18. I have to point out that, as the name indicates, human rights belong not to the community nor to the State but to the individual. States owe a duty to ensure respect for human rights and must discharge it, just as they have duties towards each other for ethical reasons. The individual must also be given moral and material international protection. Self-determination for peoples is very good, but self-determination for the individual is better. He must be helped to strengthen his freedom; and, as Uruguay has already proposed, he should have access to international courts. If under recent international penal law judges are to be empowered to punish an individual, it would seem more logical that judges should also protect and safeguard his interests. Human rights are still in danger twenty years since the adoption of the Universal Declaration of Human Rights [General Assembly resolution 217(III)], which was proclaimed as “a common standard of achievement for all peoples and all nations...”.
19. Let us serve this ideal, which is a mainstay of coexistence!
20. The United Nations must redouble its efforts in that service. Perhaps the Commission on Human Rights should have the status of a Council and report directly to the General Assembly.
21. There can be no peace anywhere without justice, and in a country there can be no peace without social justice.
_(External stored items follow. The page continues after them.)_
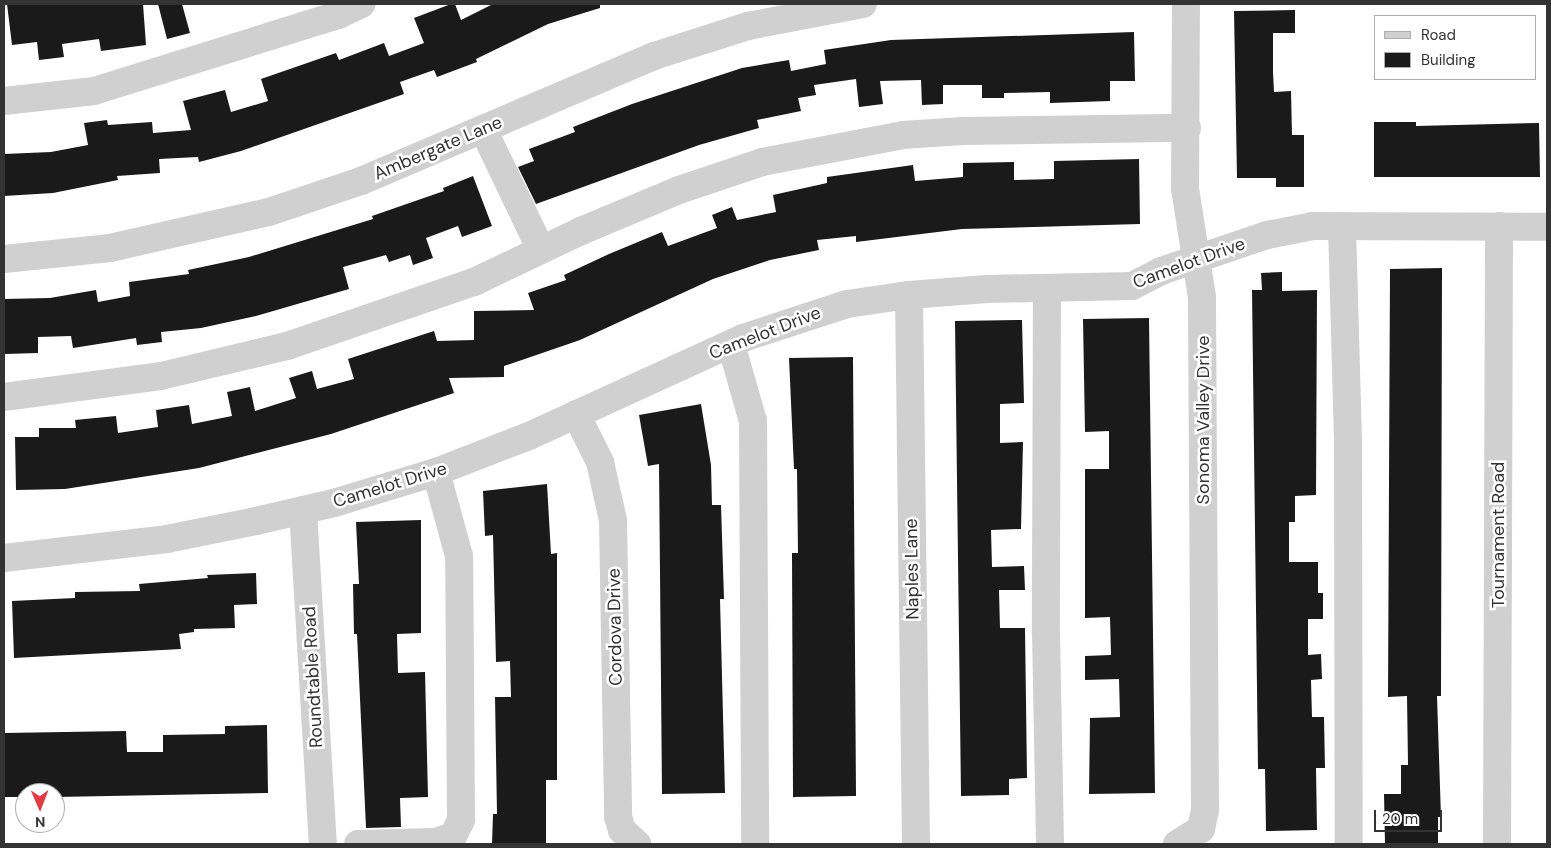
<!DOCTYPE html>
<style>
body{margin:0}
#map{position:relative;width:1551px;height:848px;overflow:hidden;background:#fff;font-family:"DM Sans",sans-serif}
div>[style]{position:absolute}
.building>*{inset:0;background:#1a1a1a}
.minor>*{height:28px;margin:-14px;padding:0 14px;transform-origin:14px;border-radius:14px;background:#d0d0d0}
span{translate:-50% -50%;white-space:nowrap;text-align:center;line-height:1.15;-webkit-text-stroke:5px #fff;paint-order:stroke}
.street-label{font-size:18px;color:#333}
.frame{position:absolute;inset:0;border:5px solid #333;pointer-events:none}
.legend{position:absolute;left:1374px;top:15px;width:162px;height:65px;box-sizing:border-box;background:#fff;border:1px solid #adadad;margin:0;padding:6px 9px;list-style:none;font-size:15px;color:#333}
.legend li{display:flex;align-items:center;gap:10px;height:25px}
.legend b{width:25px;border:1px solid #adadad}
.north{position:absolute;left:15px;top:783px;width:50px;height:50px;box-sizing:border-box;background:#fff;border:1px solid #adadad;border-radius:50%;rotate:179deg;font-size:14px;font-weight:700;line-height:20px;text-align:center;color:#333}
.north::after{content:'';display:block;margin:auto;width:18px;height:22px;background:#e63946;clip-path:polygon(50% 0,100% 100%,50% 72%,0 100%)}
.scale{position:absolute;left:1374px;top:810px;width:68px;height:22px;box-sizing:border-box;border:2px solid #333;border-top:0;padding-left:6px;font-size:15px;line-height:18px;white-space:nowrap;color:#333;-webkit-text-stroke:4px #fff;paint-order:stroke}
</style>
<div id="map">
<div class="building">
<i style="clip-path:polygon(7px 4px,143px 4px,146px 45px,101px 51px,99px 39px,62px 44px,64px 57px,39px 60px,37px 42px,12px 45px)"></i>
<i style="clip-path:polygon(158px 4px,182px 4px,190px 33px,167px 39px)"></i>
<i style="clip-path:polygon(451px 4px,455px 4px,461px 20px,493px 4px,600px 4px,600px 8px,548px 24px,476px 59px,477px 62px,437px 77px,434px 70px,400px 82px,404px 94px,241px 151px,199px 162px,198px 157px,159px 159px,160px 173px,117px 176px,118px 180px,53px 193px,4px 196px,4px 154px,51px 152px,88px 145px,84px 123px,107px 120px,108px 125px,152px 122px,153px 133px,191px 130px,183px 101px,225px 90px,231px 112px,268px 101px,261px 79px,336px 53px,339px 60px,384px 43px,389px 56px,424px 43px,414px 18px)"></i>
<i style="clip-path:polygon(1295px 10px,1295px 33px,1273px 33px,1273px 72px,1274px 92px,1291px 91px,1292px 135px,1304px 135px,1304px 187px,1276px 187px,1276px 178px,1237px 178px,1234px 11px)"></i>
<i style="clip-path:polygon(1134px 32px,1135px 81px,1110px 81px,1110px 101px,1050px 103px,1050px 92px,1004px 93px,1004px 98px,982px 98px,982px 85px,943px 85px,943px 104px,922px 105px,921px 80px,880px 81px,883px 104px,859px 107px,856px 79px,814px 85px,816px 95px,798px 98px,801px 111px,757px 120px,759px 128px,699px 145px,536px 204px,518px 167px,534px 161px,529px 149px,575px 132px,573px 127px,632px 104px,742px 68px,789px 60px,791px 71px,826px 64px,824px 50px,891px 40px)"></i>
<i style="clip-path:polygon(1374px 122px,1416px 122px,1416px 126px,1539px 123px,1540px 177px,1374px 177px)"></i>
<i style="clip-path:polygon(1139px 159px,1140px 224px,962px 229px,856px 242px,856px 236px,817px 240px,819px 250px,770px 260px,713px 279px,580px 340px,504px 366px,504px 377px,449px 378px,454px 393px,331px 434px,199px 468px,65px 489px,16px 490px,15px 437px,39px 437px,39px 428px,76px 428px,75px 420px,116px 416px,118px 433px,158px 427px,156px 410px,189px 405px,192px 424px,232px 416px,227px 392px,250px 387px,255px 411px,296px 398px,289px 378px,312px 371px,317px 389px,354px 379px,348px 359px,434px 331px,437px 341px,474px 340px,474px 311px,534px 310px,528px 293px,566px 280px,564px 275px,609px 254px,662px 232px,668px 246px,717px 228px,712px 215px,732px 207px,737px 220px,776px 212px,773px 195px,827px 183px,827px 177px,913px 165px,915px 181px,963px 177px,963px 163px,1014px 162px,1014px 180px,1054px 179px,1054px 161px)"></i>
<i style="clip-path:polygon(473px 176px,492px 226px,462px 237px,458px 226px,426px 238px,433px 258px,413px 265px,410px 255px,389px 262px,386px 255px,343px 267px,349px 289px,256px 316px,201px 328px,161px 332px,162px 342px,137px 345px,136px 338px,73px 348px,71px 336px,38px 337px,38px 353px,5px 354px,4px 299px,50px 298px,96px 290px,98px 302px,130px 296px,129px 282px,189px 274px,188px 270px,249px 257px,373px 219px,372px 216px,444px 191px,443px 188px)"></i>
<i style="clip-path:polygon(1442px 268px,1441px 696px,1437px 696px,1441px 817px,1438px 817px,1438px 844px,1385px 844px,1384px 794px,1401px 794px,1401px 765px,1408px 765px,1407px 696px,1388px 697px,1390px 269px)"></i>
<i style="clip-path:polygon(1282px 272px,1282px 291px,1317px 290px,1316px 495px,1295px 496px,1295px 522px,1289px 522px,1289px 562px,1318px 562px,1318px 593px,1323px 593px,1323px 619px,1308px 619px,1308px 655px,1321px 654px,1322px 679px,1311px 680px,1312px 717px,1324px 717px,1325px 768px,1316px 768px,1317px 830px,1266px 831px,1265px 769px,1258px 769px,1252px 290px,1262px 290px,1261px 273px)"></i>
<i style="clip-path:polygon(1149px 318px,1155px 793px,1089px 794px,1090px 718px,1120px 717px,1119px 679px,1085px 680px,1085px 656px,1111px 655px,1110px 617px,1085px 618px,1085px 469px,1109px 469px,1109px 431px,1085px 432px,1083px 319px)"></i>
<i style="clip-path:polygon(1022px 320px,1024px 403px,1000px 404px,1000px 443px,1023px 442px,1021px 529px,991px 530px,992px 567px,1024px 566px,1025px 590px,999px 590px,1000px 628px,1025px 628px,1027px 778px,1009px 779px,1009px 795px,961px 796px,955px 321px)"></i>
<i style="clip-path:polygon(853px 357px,856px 796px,793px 797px,792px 553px,798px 553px,797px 469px,794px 469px,789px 358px)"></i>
<i style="clip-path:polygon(701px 404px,711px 465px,712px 505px,721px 505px,724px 599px,720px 599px,725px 793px,662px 794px,659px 464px,648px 466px,639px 415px)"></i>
<i style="clip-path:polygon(547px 484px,551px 554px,557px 553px,557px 780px,546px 780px,546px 844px,492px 844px,493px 814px,497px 814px,495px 697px,511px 697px,510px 661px,496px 662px,493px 535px,485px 536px,483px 491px)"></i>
<i style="clip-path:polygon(421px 520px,421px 633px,397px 634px,398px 673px,425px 672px,428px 797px,400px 798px,401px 827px,366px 828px,357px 634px,354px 634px,353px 584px,359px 584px,356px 522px)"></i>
<i style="clip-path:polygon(256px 573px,257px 604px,234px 605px,235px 628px,194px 629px,194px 632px,179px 634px,181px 649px,14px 658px,12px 601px,75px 598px,75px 592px,140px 591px,139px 584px,208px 578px,207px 575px)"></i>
<i style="clip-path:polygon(267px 725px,268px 793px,55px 797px,55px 793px,25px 793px,25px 797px,4px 797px,4px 733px,126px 731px,127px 752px,163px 752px,163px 735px,225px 734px,225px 726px)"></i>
</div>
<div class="minor">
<i style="left:4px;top:101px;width:91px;rotate:-6.3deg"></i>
<i style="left:94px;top:91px;width:256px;rotate:-17.3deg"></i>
<i style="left:338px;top:15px;width:26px;rotate:-25deg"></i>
<i style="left:483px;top:129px;width:134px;rotate:64.4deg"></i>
<i style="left:1342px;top:226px;width:215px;rotate:88.4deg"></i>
<i style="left:1348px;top:441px;width:403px;rotate:89.9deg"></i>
<i style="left:4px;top:259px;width:107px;rotate:-5.9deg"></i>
<i style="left:110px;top:248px;width:163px;rotate:-12.8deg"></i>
<i style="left:269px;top:212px;width:97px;rotate:-18.6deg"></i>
<i style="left:361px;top:181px;width:319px;rotate:-23.1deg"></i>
<i style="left:654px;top:56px;width:99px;rotate:-17.7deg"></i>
<i style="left:748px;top:26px;width:117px;rotate:-10.8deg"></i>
<i style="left:1047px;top:289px;width:344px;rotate:90.2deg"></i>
<i style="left:1046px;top:633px;width:211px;rotate:88.9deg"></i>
<i style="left:909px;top:295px;width:549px;rotate:89.27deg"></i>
<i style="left:731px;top:344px;width:80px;rotate:74.1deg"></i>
<i style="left:753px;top:421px;width:423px;rotate:89.7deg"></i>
<i style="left:4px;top:397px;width:158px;rotate:-7.6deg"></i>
<i style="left:161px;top:376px;width:130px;rotate:-13.4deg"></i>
<i style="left:287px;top:346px;width:198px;rotate:-18.9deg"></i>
<i style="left:474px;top:282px;width:119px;rotate:-25.5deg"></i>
<i style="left:581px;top:231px;width:106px;rotate:-22.7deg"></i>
<i style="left:679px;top:190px;width:88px;rotate:-18.6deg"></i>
<i style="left:762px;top:162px;width:144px;rotate:-10.8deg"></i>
<i style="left:903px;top:135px;width:60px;rotate:-3.8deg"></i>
<i style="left:963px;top:131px;width:224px;rotate:-0.8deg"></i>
<i style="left:576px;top:414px;width:54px;rotate:63.4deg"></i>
<i style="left:600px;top:462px;width:59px;rotate:77.4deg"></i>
<i style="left:613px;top:520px;width:297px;rotate:89deg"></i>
<i style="left:618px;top:817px;width:14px;rotate:73deg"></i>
<i style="left:622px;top:830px;width:21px;rotate:43deg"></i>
<i style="left:303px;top:510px;width:335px;rotate:86.6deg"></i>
<i style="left:4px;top:558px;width:164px;rotate:-6.6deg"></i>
<i style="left:167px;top:539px;width:91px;rotate:-11.4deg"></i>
<i style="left:256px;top:521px;width:80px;rotate:-13deg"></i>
<i style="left:334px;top:503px;width:107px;rotate:-16.9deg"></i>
<i style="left:436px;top:472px;width:100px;rotate:-21.2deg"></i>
<i style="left:529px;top:436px;width:235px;rotate:-24.6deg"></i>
<i style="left:743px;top:338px;width:109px;rotate:-18.1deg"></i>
<i style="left:847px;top:304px;width:63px;rotate:-8.3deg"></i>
<i style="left:909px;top:295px;width:78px;rotate:-4.4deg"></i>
<i style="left:987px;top:289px;width:145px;rotate:-1.2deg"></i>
<i style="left:1132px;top:286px;width:33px;rotate:-27deg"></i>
<i style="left:1161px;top:271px;width:112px;rotate:-18.8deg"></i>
<i style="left:1267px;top:235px;width:47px;rotate:-11.1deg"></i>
<i style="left:1313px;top:226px;width:234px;rotate:0.2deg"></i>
<i style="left:358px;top:844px;width:78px;rotate:-1.5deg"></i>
<i style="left:436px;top:842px;width:18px;rotate:-19deg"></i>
<i style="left:453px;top:836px;width:18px;rotate:-63deg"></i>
<i style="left:461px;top:820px;width:264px;rotate:-90.4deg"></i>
<i style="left:459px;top:556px;width:87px;rotate:-105.3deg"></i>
<i style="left:1177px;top:844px;width:28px;rotate:-32deg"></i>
<i style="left:1201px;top:829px;width:19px;rotate:-78deg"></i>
<i style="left:1205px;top:810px;width:513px;rotate:-90.34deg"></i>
<i style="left:1202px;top:297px;width:109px;rotate:-98.9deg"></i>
<i style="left:1185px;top:189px;width:185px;rotate:-89.7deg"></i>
<i style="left:1497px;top:844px;width:618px;rotate:-89.81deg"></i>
</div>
<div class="street-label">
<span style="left:438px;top:148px;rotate:-23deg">Ambergate Lane</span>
<span style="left:1189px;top:263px;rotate:-20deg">Camelot Drive</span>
<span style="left:765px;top:333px;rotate:-21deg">Camelot Drive</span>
<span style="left:1203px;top:420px;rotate:-90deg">Sonoma Valley Drive</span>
<span style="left:390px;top:485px;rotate:-17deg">Camelot Drive</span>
<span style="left:1498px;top:535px;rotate:-90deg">Tournament Road</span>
<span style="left:912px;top:569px;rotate:-91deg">Naples Lane</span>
<span style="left:615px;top:627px;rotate:-91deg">Cordova Drive</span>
<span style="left:313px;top:677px;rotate:-93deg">Roundtable Road</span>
</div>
<div class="frame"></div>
<ul class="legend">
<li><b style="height:6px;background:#d0d0d0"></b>Road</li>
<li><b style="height:14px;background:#1a1a1a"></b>Building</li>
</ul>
<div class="north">N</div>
<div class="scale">20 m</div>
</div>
Justice is endangered by lack not only of rights but also of equal economic opportunity. States must therefore develop in accordance with their people’s needs. A government has no right to demand or to receive aid that is not to be devoted to its citizens’ well-being without discrimination of any kind. Special emphasis must be laid on this need so as to speed economic, social and industrial work for the development of all nations.
22. In the world today we cannot allow hunger to persist, or the protein deficiency that is retarding irreparably the physical and mental development of more than 300 million children. Just as it is a common duty to distribute the new resources of the sea and of nuclear energy among all mankind, so it is a common duty to abolish these terrible evils. The greatest battle of all, in comparison with which all others are insignificant, is mankind’s battle against the shameful suffering in the world today — against the suffering of people who are not free, of people who lack education, health, housing, clothing, and hope. This is the great challenge, and we owe it to ourselves, as men and as leaders, to take it up.
23. The task before us is enormous and urgent. For my part, I pray that God will enlighten us in our work.
24. I would conclude by quoting one of the “thoughts” of Pascal which in a way sums up my whole speech. God grant that soon in this world “Justice will be forceful and force will be just”.